O aluguel de imóveis continua a pressionar o orçamento do brasileiro, com reajustes anuais que superam os índices oficiais de inflação. Em 2025, segundo o Índice FipeZap, o valor médio dos aluguéis residenciais no país teve um aumento de 9,44%, praticamente o dobro da inflação medida pelo Índice Nacional de Preços ao Consumidor Amplo (IPCA), que fechou em 4,26% no ano.

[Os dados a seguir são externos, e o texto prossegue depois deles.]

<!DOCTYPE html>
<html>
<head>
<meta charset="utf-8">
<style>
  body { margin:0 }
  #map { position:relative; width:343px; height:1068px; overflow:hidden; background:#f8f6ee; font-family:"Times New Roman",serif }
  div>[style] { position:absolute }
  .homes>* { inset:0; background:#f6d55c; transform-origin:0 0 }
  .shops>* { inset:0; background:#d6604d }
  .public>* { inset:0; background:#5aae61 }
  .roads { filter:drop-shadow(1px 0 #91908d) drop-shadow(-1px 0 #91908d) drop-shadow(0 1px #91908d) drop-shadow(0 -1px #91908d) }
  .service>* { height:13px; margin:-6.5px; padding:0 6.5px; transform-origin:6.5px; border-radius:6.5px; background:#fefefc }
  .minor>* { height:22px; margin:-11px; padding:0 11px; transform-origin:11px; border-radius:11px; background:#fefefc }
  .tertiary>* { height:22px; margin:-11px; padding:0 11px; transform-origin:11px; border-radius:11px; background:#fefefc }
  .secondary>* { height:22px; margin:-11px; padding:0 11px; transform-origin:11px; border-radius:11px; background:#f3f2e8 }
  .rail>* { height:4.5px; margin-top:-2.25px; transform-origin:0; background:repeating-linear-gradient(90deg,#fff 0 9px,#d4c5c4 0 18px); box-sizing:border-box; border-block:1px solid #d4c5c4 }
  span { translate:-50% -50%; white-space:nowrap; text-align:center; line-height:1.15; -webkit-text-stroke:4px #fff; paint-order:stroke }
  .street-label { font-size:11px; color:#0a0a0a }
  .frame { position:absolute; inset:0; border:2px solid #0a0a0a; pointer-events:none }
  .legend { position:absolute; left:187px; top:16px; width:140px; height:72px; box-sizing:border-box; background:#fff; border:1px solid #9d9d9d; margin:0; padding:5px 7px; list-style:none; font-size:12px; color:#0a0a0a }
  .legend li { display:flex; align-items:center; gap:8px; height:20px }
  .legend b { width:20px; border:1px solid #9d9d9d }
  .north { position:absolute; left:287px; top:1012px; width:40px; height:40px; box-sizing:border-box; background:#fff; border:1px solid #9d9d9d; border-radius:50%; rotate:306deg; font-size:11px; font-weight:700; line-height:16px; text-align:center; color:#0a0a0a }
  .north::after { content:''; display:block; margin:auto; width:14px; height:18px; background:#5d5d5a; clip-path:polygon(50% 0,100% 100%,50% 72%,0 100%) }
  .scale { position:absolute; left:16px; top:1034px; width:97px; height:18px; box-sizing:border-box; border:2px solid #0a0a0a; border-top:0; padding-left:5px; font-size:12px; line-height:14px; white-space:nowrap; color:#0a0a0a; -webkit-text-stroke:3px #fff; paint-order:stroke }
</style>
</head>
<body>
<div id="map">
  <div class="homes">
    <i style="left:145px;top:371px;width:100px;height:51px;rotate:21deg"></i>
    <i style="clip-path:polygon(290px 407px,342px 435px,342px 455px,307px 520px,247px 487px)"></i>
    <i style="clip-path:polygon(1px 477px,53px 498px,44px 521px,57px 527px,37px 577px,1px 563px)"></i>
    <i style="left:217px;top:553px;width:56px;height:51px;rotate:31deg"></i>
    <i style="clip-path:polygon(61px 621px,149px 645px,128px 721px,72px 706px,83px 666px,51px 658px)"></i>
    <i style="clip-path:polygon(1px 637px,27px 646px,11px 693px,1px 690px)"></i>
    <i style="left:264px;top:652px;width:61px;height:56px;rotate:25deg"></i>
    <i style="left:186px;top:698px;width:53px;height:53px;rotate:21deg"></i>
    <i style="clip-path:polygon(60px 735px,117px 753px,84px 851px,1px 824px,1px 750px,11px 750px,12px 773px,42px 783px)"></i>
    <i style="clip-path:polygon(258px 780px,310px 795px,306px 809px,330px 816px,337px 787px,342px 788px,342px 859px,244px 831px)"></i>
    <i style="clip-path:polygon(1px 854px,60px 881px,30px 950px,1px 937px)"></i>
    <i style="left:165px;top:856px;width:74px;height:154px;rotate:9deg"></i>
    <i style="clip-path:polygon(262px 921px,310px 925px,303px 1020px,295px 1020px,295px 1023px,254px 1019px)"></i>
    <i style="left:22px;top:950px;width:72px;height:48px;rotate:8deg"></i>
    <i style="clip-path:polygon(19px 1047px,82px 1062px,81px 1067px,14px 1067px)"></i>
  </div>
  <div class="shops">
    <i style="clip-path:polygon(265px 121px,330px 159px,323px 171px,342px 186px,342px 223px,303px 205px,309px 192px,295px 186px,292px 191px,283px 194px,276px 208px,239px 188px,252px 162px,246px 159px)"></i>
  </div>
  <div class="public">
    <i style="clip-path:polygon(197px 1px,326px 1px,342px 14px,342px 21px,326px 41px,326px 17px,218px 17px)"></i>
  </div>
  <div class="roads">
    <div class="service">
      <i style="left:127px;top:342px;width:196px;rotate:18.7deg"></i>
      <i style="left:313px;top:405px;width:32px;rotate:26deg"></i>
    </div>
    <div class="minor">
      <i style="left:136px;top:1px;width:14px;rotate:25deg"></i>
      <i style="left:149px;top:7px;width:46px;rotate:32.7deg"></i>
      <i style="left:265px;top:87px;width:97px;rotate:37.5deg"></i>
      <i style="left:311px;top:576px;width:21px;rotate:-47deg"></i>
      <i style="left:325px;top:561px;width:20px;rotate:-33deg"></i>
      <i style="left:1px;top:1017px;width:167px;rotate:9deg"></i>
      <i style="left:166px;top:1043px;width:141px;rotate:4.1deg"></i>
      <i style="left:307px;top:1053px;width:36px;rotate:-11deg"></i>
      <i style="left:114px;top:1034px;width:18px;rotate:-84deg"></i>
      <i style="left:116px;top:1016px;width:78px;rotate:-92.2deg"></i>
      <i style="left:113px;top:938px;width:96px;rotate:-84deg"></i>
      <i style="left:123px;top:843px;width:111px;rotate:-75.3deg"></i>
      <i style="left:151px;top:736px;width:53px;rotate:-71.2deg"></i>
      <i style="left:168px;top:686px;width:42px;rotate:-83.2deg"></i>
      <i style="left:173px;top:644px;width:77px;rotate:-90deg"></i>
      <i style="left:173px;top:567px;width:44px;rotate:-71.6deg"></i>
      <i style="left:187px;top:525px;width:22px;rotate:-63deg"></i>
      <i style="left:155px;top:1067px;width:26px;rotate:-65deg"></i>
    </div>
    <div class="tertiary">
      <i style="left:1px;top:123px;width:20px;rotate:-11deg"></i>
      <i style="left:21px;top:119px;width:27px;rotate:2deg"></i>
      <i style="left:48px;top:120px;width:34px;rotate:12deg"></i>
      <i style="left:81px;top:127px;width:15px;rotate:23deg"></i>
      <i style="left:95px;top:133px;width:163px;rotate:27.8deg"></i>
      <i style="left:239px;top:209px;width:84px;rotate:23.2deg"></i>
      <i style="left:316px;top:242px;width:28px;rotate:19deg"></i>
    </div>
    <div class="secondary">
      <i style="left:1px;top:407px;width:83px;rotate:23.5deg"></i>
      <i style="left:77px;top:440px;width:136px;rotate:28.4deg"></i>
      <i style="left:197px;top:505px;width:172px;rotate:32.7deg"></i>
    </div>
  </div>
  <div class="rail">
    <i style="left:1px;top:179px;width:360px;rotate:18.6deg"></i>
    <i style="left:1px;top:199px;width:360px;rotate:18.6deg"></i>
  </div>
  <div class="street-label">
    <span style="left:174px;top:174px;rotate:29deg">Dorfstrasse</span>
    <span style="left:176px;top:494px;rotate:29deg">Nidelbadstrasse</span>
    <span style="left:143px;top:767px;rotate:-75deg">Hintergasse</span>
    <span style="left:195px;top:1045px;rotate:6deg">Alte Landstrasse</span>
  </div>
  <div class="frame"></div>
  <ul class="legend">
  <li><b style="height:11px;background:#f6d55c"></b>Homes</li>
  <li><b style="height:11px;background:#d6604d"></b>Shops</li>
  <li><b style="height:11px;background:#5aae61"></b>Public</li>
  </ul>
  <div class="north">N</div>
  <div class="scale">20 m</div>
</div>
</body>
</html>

Na Paraíba, especificamente na capital João Pessoa, a alta do aluguel residencial foi ainda mais expressiva, alcançando 15,31% em 2025, ficando entre as cinco capitais brasileiras com maior valorização no segmento. Os dados apontam que a rentabilidade média do aluguel na cidade chegou a 6,72%, ultrapassando a média nacional, estabelecida em 5,96%.
A valorização dos imóveis e o consequente aumento do preço por metro quadrado também elevaram os custos de aluguel em bairros nobres da capital, como Miramar, Portal do Sol, Bessa, Aeroclube e Manaíra, com o metro quadrado atingindo o valor de R$ 47,64 em dezembro de 2025.
O principal responsável por esses reajustes é a inflação, especialmente mediada pelo Índice Geral de Preços – Mercado (IGP-M), que é o índice mais utilizado para os contratos de aluguel no Brasil, conforme a Lei nº 8.245/91. O IGP-M sofreu variação de 0,52% em março de 2026, mas acumulou deflação de 1,83% nos últimos 12 meses, situação que não reflete diretamente na redução do aluguel por conta das cláusulas contratuais que impedem reajustes negativos.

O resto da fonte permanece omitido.